Au cours de ces dernières années, des chercheurs chinois ont observé plusieurs dizaines de pandas géants en train de s’enduire le corps de fumier de cheval. Dans le cadre d’une étude, publiée dans les Proceedings of the National Academy of Sciences, ils proposent une explication possible à ce comportement étrange.
Il y a une dizaine d’années, des chercheurs de l’Académie chinoise des sciences ont observé un panda géant, évoluant à l’état sauvage, en train de se rouler dans un gros tas de fumier de cheval (mélange de déjections et de litière végétale). Intriguée par ce comportement rarement observé chez les mammifères, l’équipe a dès lors commencé à le surveiller davantage. Et visiblement, ce n’était pas un cas isolé.
Au cours de la dernière décennie, ces chercheurs ont en effet documenté 38 observations similaires à l’état sauvage.
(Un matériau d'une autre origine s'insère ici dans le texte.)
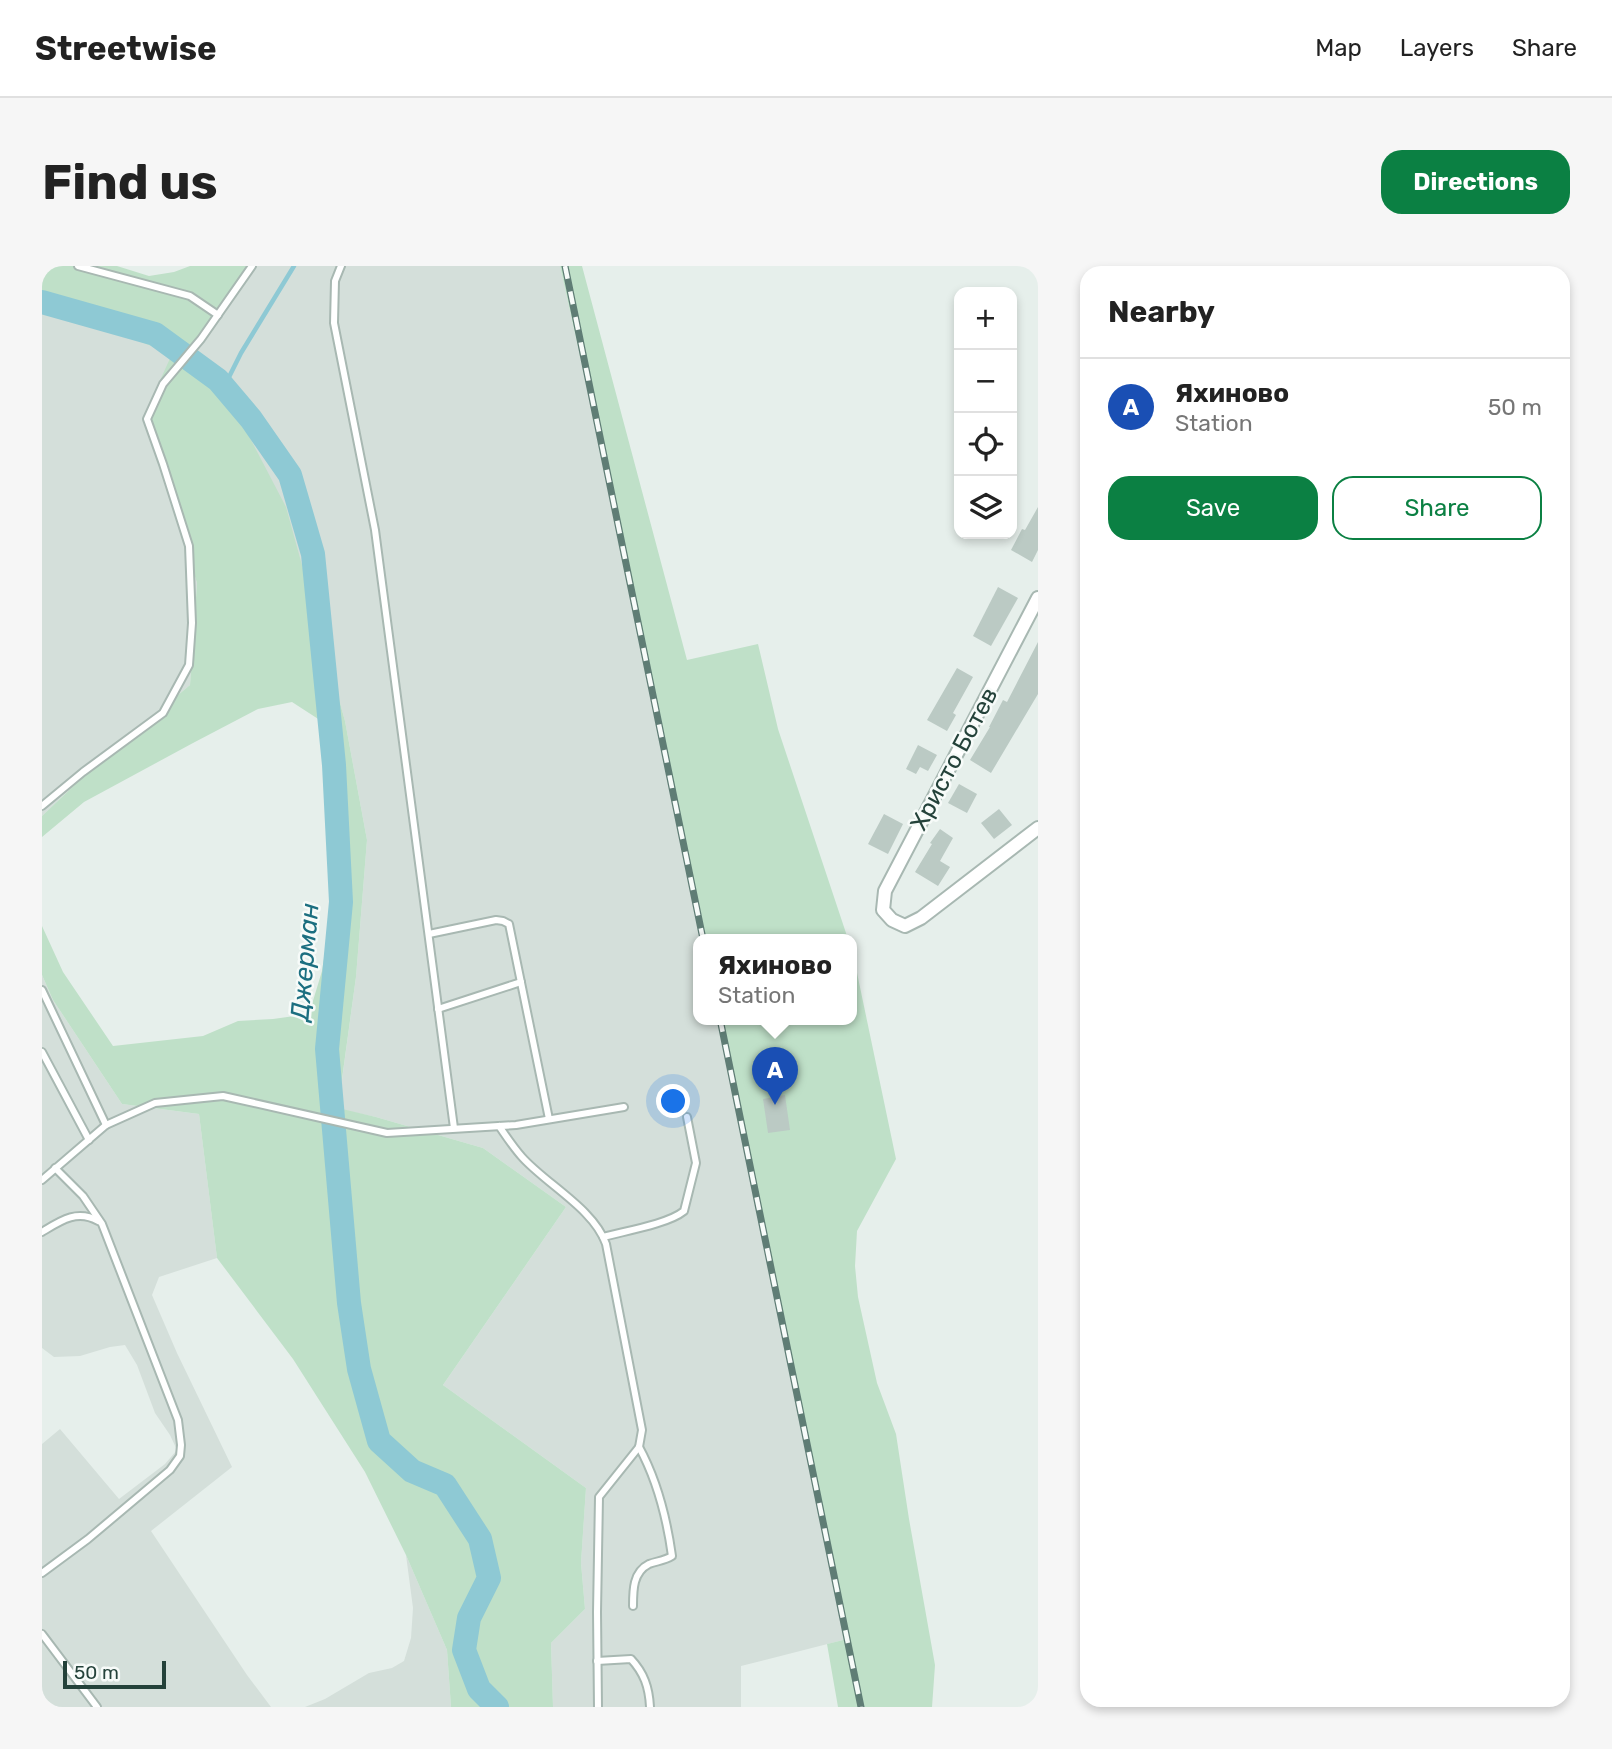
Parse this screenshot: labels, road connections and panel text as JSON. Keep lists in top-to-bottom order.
{
  "streets": {
    "street": ["Христо Ботев"]
  },
  "water": ["Джерман"],
  "scale_bar": "50 m",
  "page": {
    "header": "Streetwise",
    "nav": ["Map", "Layers", "Share"],
    "buttons": [
      "Directions",
      ["Save", "Share"]
    ],
    "title": "Find us",
    "heading": "Nearby",
    "map_buttons": ["+", "−"],
    "list": [
      {
        "mark": "A",
        "name": "Яхиново",
        "note": "Station",
        "value": "50 m"
      }
    ],
    "popup": ["Яхиново", "Station"],
    "pins": "A",
    "scale": "50 m"
  }
}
Le processus est souvent le même : les pandas reniflent le fumier, frottent leurs joues dessus puis se roulent dedans de manière à recouvrir l’ensemble de leur corps de cette nouvelle « peau ».
Se sont alors posées les questions suivantes : pourquoi les pandas géants se roulent-ils dans le fumier de cheval ? Est-ce pour masquer leur odeur ? S’agit-il d’une technique de camouflage visuel ? Pour tenter de le savoir, les chercheurs de l’Académie chinoise des sciences ont collaboré avec le zoo de Pékin.
Une sensation de chaleur pour se protéger du froid ?
Dans le cadre de cette étude, les chercheurs ont remarqué que les pandas ne se préoccupent que du fumier « frais » et qu’ils n’opèrent ce genre de pratique que lorsque les températures tombent en dessous de 15°C. Ils ont ainsi naturellement suggéré que ces animaux utilisent le fumier pour se protéger davantage du froid.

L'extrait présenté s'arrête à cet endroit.